Although traffic was sparse, I crept along the avenue at 15 mph, my eyes darting from the road to the sidewalk and back again. One has to be careful driving around here. They’re everywhere — the stoners — stumbling around, oblivious to their surroundings, often strolling out into the road while mindlessly drawing potato chips from a crinkled bag.
Sometimes they’re wearing jeans and t-shirts, sometimes a rumpled business suit, tie partially undone and shirt untucked. Sometimes they’re wearing boxer shorts and tank tops, as they stumble past the burning garbage and the bodies on the ground to some unspoken destination. Oh! The bodies .. laying there .. slumped up against the stone walls of a bank or office building. From my car, I can’t tell if they’re alive or dead.
“My God” I thought. “They have made a huge mistake.”
That would have been a good opening to this blog post had things turned out differently after Colorado legalized marijuana. Unfortunately for you, I don’t have anything so interesting to talk about.
Driving through Denver is like driving through any other city. Walking in downtown Denver is like walking in the downtown of any other city.

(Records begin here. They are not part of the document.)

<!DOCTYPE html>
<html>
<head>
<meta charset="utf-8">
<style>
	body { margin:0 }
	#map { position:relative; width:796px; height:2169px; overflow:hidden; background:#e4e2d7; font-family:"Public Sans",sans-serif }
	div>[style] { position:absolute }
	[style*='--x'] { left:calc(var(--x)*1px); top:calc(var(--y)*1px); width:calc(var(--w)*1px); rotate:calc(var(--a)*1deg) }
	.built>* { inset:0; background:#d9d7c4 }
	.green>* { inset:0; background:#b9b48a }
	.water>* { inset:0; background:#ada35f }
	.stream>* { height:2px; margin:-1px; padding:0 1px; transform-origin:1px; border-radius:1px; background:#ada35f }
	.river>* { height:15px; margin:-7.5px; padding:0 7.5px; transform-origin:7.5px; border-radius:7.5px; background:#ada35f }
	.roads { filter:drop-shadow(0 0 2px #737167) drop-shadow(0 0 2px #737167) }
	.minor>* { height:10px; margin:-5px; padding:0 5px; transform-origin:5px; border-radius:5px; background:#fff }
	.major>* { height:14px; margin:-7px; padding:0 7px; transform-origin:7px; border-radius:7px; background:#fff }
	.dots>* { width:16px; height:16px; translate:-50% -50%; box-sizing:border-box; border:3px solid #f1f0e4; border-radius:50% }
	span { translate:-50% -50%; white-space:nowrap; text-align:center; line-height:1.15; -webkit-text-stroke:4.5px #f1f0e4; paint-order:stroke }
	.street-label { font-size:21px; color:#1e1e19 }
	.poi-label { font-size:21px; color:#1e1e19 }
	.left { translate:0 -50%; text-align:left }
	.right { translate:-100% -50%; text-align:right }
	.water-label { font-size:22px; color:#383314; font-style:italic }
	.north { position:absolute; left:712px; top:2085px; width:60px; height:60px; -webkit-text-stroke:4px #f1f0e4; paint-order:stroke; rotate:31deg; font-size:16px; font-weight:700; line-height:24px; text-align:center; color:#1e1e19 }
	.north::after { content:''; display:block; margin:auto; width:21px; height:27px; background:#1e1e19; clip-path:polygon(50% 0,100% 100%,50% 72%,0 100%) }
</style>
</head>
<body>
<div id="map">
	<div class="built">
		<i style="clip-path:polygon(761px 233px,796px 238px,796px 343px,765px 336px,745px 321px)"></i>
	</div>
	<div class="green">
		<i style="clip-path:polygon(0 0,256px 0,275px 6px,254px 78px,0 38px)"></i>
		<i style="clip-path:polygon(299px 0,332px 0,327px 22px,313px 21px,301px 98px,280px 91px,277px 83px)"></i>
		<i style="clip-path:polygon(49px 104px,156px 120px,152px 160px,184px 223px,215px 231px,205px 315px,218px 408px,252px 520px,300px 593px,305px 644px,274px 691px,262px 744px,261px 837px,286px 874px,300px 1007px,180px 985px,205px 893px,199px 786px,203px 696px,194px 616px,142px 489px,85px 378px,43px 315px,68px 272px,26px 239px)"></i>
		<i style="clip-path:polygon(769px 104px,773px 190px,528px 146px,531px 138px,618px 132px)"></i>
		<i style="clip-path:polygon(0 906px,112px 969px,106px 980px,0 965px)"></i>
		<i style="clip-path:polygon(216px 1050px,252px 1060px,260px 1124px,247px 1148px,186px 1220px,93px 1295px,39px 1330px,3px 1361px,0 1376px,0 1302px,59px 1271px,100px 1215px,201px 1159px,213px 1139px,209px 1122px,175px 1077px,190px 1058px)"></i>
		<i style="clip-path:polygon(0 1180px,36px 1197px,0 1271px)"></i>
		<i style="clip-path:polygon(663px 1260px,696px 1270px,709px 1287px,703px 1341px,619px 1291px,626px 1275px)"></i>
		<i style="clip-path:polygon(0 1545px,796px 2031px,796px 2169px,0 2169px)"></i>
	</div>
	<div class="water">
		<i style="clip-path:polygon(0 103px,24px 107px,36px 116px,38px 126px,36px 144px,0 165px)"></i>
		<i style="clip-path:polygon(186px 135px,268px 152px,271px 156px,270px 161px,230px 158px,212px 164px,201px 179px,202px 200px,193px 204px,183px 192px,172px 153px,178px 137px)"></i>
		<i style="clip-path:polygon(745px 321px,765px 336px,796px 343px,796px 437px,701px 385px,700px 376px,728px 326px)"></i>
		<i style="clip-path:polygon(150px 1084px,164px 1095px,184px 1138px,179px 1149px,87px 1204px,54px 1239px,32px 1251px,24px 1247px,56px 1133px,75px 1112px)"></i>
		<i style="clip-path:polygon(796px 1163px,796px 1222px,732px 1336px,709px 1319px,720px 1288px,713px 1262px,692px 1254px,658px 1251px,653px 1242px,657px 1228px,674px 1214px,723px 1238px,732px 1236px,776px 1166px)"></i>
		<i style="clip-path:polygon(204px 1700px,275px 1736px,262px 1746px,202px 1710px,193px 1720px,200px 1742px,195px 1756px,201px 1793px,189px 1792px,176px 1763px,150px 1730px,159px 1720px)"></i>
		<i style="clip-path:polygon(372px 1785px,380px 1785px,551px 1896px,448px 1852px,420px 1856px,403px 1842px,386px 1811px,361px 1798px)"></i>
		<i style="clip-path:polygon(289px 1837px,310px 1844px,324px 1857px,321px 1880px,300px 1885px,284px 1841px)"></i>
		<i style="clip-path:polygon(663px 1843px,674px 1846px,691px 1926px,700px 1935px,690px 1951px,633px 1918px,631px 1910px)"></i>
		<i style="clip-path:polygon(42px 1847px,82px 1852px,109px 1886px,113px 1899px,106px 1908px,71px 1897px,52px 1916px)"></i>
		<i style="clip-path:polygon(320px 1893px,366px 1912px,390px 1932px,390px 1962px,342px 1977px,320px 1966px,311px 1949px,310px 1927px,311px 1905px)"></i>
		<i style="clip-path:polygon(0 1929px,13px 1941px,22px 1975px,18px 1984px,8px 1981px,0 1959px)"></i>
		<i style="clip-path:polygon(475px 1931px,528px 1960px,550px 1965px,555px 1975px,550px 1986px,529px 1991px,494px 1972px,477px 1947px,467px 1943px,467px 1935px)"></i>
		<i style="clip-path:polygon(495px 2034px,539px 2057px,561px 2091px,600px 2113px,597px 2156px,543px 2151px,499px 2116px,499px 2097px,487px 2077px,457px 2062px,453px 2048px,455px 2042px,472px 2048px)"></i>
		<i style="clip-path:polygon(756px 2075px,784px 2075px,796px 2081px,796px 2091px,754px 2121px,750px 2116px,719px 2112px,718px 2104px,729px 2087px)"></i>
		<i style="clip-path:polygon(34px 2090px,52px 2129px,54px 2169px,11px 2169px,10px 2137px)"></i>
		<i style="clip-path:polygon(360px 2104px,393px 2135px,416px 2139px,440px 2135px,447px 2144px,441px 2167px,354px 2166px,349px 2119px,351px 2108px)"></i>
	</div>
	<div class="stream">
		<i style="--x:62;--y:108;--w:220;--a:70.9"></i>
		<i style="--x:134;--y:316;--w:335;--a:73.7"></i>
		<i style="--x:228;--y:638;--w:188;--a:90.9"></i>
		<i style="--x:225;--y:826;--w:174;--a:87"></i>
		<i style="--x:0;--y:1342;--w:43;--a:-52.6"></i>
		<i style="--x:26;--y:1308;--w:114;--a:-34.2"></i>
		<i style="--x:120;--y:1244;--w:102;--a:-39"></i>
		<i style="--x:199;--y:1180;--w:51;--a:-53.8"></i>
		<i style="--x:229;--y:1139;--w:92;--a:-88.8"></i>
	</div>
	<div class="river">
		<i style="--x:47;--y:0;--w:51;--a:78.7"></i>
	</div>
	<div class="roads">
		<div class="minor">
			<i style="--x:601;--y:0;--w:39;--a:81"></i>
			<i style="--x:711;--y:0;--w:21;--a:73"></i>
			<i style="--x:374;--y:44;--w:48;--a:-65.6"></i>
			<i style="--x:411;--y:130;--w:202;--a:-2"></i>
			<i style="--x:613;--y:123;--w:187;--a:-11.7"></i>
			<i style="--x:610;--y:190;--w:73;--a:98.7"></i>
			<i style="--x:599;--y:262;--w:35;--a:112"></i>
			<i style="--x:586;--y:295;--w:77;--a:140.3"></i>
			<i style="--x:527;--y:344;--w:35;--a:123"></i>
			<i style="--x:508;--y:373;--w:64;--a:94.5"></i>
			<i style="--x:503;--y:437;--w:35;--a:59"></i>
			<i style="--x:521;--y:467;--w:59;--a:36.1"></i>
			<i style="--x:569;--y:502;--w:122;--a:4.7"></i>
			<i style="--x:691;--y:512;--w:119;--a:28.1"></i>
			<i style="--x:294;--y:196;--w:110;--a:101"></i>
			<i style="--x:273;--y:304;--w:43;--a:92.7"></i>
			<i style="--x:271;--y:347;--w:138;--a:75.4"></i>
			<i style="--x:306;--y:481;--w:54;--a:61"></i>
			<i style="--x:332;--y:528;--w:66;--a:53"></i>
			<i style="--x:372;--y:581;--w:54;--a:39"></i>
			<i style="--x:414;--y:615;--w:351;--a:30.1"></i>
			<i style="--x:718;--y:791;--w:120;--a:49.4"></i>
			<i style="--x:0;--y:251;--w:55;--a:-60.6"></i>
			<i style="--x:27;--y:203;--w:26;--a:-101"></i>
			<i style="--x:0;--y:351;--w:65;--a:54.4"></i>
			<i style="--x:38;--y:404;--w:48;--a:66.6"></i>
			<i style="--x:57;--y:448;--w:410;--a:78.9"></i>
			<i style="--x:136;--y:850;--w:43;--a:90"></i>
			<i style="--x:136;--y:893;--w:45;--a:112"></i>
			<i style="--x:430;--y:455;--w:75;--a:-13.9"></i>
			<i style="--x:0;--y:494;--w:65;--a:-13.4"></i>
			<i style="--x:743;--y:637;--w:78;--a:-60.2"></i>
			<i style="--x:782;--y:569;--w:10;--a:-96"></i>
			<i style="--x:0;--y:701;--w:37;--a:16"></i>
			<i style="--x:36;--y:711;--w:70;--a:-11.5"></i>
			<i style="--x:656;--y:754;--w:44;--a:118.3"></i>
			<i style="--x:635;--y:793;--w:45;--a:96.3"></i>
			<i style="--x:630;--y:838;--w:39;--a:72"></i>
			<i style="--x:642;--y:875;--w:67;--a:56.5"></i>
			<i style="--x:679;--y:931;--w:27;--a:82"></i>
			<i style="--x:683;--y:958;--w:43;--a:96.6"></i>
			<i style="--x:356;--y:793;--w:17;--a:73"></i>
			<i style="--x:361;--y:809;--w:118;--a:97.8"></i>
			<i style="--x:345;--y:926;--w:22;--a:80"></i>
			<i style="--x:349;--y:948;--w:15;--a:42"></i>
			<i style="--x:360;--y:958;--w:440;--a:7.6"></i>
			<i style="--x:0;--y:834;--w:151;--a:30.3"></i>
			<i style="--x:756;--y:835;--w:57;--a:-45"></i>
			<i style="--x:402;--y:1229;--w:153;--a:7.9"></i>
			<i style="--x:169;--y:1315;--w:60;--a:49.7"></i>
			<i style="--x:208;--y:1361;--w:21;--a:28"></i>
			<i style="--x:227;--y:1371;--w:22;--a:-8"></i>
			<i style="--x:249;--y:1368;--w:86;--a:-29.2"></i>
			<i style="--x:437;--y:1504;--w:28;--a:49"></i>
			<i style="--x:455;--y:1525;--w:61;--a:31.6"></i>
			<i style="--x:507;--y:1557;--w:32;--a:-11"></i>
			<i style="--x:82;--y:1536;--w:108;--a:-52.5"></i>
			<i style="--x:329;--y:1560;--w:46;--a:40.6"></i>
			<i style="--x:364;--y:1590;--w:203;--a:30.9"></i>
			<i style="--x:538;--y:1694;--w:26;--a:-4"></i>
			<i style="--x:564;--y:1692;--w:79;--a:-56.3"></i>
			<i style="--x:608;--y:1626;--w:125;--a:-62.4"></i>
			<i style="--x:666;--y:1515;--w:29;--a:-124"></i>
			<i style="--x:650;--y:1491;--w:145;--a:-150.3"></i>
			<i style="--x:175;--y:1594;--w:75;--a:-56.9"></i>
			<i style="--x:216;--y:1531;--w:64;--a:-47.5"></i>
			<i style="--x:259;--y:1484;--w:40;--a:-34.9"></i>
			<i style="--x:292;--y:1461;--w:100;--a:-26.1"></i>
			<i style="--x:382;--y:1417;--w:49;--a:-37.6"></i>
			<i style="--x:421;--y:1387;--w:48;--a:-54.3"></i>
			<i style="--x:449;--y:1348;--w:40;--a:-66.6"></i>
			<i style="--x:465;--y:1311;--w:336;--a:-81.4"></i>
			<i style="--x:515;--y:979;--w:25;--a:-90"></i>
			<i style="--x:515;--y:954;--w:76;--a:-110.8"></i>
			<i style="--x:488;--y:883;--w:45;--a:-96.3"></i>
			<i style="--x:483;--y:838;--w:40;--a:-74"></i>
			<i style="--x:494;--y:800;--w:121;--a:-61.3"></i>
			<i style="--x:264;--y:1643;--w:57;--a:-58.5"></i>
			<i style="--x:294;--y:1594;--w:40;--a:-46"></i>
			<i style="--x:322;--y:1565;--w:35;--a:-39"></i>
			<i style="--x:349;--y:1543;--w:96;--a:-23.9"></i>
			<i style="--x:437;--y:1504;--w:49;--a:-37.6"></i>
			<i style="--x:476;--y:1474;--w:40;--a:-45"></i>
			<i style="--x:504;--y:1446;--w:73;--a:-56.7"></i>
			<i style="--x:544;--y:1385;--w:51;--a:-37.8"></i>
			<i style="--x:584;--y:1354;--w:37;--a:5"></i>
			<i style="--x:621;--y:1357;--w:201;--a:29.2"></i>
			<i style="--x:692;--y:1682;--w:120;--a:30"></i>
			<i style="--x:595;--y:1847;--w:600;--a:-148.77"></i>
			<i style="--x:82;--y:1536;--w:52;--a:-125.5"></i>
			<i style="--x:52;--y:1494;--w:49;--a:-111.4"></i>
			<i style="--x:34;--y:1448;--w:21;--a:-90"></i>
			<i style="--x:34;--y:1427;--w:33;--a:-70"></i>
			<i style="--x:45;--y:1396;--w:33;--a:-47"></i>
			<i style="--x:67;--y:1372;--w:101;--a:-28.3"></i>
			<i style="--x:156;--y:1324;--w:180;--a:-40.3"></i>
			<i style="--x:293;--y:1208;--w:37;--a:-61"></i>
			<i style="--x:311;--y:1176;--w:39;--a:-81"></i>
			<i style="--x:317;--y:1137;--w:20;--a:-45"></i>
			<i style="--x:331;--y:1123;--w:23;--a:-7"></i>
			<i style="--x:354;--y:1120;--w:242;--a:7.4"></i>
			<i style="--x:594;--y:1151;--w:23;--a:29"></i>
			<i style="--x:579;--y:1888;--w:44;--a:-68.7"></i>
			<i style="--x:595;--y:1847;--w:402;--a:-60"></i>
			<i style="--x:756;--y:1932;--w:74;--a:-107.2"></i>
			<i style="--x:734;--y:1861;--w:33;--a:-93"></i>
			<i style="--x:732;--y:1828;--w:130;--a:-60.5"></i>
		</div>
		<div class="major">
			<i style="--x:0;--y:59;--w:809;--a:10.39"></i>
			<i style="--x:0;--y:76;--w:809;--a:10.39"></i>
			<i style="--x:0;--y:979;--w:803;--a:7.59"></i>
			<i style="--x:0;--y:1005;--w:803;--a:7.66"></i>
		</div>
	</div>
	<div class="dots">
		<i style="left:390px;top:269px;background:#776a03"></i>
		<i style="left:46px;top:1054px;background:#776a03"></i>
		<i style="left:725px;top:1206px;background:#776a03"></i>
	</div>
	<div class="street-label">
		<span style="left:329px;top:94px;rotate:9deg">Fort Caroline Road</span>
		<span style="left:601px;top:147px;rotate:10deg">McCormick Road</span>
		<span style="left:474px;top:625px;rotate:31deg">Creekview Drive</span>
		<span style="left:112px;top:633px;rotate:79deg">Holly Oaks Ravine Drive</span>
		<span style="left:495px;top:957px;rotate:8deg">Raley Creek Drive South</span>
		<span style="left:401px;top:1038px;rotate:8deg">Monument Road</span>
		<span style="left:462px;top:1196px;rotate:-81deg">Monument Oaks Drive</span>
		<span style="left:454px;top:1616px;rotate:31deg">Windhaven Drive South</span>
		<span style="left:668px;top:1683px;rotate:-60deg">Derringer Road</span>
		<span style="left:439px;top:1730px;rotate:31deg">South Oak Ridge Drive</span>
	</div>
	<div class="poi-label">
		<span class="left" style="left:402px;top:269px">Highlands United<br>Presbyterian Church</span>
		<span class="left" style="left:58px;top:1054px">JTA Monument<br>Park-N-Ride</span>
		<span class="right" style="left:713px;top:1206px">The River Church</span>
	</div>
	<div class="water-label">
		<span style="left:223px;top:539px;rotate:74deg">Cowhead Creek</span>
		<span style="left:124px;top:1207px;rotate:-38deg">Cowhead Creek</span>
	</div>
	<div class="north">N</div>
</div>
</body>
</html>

A small group of us went for dinner in downtown Denver, and walked to the Avalanche game afterwards. We went to a core-area pub and did some shopping in the same trip, and at no point was it ever evident that recreational drug laws were different here. Perhaps there was one occasion when I detected a slight waft of pot in the air, but that would not be unusual in any city. And in any case, I may have been mistaken. I certainly did not see anyone out on the sidewalk sparking up a spliff.
Nor did I see any “dispensaries” in downtown Denver. It wasn’t until I left the city and visited a nearby resort town in the mountains that I saw stores selling pot. I also later saw a “Cannabis Care Center” next door to Voodoo Doughnuts in a transitional area of Denver, but that’s about it. These stores are not prolific by any means.
None of this is surprising, once you look into Colorado’s new industry a little bit. When pot was legalized, the state imposed punitive excise taxes on the product, resulting in prices for legal non-medicinal weed being twice the price of street weed. The legal sale of marijuana is therefore little more than a boutique business for tourists and ganja snobs. Day to day or casual smokers still buy their usual pot through usual channels, just like people in Winnipeg or anywhere else.
Perhaps if taxes were lower there would be more stores, but would there be more stoners? Would society fall apart? Would my opening scenario come to pass?
I suggest: not likely. To begin with, pot is already easy to get for people who want it. There isn’t a convincing reason to believe that the quantity of pot smokers will multiply, because those who enjoy it already have access to it, only through untaxed and unregulated means.
I should probably mention at this point that I don’t smoke pot, and to be honest I never really understood the appeal of it. However I know that many other people smoke up from time to time, including various accomplished and successful people all around you.
I only ever knew one person who could be considered a “druggie”. This guy, in fact, died of a drug overdose several years ago. This is the sort of thing that leads people to believe that cannabis is a “gateway drug”, because he smoked pot in high school and look … now he’s dead from whatever poison he injected in himself. But it wasn’t pot that killed him. He also drank in high school, and ate ‘shrooms and did other stuff. The fact is that he was a troubled person who headed down the wrong path in life, and it’s about as simple as that.
There have been many studies that have shown that Marijuana, in comparison to alcohol, is a relatively benign drug when used in moderation. It is less addictive, less damaging to your health over the long term, and less disruptive to your character and motor skills in the short term. Thus, the risk in legalizing the drug is limited. Even if there is an increase in the number of people smoking up, the impact on society and on our health care system will be minimal, especially in comparison to drinkers. It has been estimated that the health care costs associated with a drinker are 8 times that associated with a pot smoker. Deaths associated with drinking are proportionally much higher still.
8 years ago I was marginally opposed to legalizing weed, but only because the US was in the middle of their War On Drugs and I didn’t want crossing the border to become more of a hassle than it already was. Times have changed, and acceptance of cannabis is sweeping across the nation one state at a time. It is still illegal at the federal level in America, and therefore it is not really legal in Colorado or any other state, but the Feds are unlikely to force the issue except in extreme circumstances. But the point is that the United States is now more liberal than Canada in this regard, so my prior reasons for opposing legalization have vanished into thin air, like a puff of smoke.
I didn’t intend for this post to become a pro-pot rant, but it’s hard to avoid getting into that. All I really wanted to say is: it doesn’t seem like anything is different in Colorado than anywhere else, based on my visit there. It’s still early days in the new joint-friendly Colorado, and maybe there will longer term impacts. There will be many people watching and looking for them. But .. maybe legalizing Cannabis is not such a big deal after all.